Hollande nomme son Premier ministre: Jean-Marc Ayrault à Matignon
François Hollande, le premier socialiste élu depuis 17 ans, est désormais le septième président de la Ve République. Passation de pouvoir à l’Elysée, suivie d’un discours d’investiture soulignant le rassemblement de la Nation, Hollande a nommé enfin son Premier ministre. Il a chargé le chef des députés socialistes Jean-Marc Ayrault, âgé de 62 ans, de former son premier gouvernement.
Ayrault, un socialiste réformiste est peu connu du grand public. Germanophile et germanophone, le choix de le nommer pourrait rassurer l’Allemagne, vers laquelle le nouveau président s’est dirigé mardi, en première visite à l’étranger, pour rencontrer la chancelière Angela Merkel.
La nomination de Jean-Marc Ayrault a immédiatement été contestée par les opposants de Hollande, qui avait promis durant sa campagne présidentielle de ne pas avoir dans son équipe des personnes jugées et condamnées. Le problème du nouveau Premier ministre est d’être condamné depuis 1997 à six mois de prison avec sursis, pour favoritisme après un marché accordé sans appel d’offres par l’association qui gérait le bulletin municipal de Nantes, à une société proche du Parti socialiste local.
Son second problème, est d’être dépourvu de toute expérience ministérielle, tout comme le nouveau président de la République.

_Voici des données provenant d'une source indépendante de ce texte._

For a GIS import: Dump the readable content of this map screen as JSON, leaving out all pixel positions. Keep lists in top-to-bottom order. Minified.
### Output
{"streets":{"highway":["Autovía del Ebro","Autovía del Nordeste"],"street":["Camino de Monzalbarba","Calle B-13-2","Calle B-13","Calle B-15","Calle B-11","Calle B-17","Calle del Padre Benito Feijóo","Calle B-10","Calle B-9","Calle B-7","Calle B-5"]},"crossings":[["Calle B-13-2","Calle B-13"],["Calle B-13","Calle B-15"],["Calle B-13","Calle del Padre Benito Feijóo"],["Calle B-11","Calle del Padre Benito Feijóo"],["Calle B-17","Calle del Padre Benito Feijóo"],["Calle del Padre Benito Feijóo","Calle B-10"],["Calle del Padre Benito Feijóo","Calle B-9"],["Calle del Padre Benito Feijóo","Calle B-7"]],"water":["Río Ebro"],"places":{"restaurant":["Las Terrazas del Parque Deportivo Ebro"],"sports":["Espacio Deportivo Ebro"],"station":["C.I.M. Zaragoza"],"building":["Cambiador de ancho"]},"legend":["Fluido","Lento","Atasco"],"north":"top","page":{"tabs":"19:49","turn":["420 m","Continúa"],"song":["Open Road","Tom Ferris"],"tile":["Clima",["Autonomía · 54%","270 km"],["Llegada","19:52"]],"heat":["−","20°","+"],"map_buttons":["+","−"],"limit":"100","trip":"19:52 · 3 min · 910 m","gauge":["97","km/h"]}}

Mais dès sa nomination, il a promis de se mettre au service du pays. « Il y a urgence à le faire. L’équipe qui sera constituée sera d’abord au service du pays », a-t-il affirmé dans sa première déclaration.
Réputé sur la scène française pour son sens de consensus et sa proximité avec le nouveau chef de l’Etat, sa nomination n’a pas été une surprise. Depuis deux semaines son nom revenait dans les conversations au siège du parti socialiste, Hollande ayant annoncé qu’il souhaitait s’associer à une personnalité socialiste qui connait bien le Parlement.
Maire de la ville de Nantes (ouest) depuis 1989 et président du groupe socialiste à l'Assemblée nationale depuis 1997, Ayrault a longtemps siégé dans l'hémicycle aux côtés de François Hollande, quand celui-ci était premier secrétaire du PS.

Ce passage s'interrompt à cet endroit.